Roger and Meredith Ediger

Ranchers

Box T Ranch, Mount Vernon, Ore.

Box T Ranch near Mount Vernon, Ore., started as a dream born in the “old country” of Scotland.

With little more than love and work ethic, Scottish immigrants John and Margaret Masson settled in the United States at the turn of the century and made that ranching dream a reality in 1917. Through a homestead application and a small parcel acquisition of eastern Oregon landscape, the couple established a ranch large enough for two bands of sheep.

However, with the wool market collapse of the early 1920s and a looming threat of foreclosure, the Massons began raising cattle.

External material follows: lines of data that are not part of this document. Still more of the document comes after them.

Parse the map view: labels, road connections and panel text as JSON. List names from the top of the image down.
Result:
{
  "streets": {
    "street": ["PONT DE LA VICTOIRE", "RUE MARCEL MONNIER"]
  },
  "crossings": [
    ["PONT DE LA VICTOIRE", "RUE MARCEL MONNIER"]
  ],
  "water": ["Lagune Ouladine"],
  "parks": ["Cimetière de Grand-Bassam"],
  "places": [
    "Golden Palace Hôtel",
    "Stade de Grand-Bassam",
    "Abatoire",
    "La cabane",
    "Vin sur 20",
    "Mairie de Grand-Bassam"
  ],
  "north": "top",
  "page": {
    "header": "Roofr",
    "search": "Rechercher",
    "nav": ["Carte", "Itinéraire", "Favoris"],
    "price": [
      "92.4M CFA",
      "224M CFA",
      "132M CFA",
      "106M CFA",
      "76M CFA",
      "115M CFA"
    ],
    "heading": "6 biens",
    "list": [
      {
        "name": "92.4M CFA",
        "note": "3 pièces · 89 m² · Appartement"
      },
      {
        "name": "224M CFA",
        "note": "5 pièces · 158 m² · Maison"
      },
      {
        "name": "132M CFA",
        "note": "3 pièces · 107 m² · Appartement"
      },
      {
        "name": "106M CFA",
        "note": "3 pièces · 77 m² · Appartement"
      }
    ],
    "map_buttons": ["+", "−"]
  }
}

Today, Roger and Meredith Ediger represent the third generation to operate the family’s 93-year-old farmstead.

Roger says for ranching families everywhere, a ranch represents a working relationship between a family, the land they care for, and the animals and plants that inhabit it.

“For the family it is a way of life that requires a serious dedication to the hard work that makes up their daily lives as stewards of their land,” he says.

 

As stewards of this finite natural resource, it is the obligation of the ranch family to pass the land to the next generation in better condition than when they assumed care for it.

 

To be sustainable, Roger adds, ranchers must work the land in such a fashion as to obtain optimum production for forages, both crop and natural, not only for their livestock but also for the varieties of wildlife that also inhabit the land.

“As stewards of this finite natural resource, it is the obligation of the ranch family to pass the land to the next generation in better condition than when they assumed care for it.”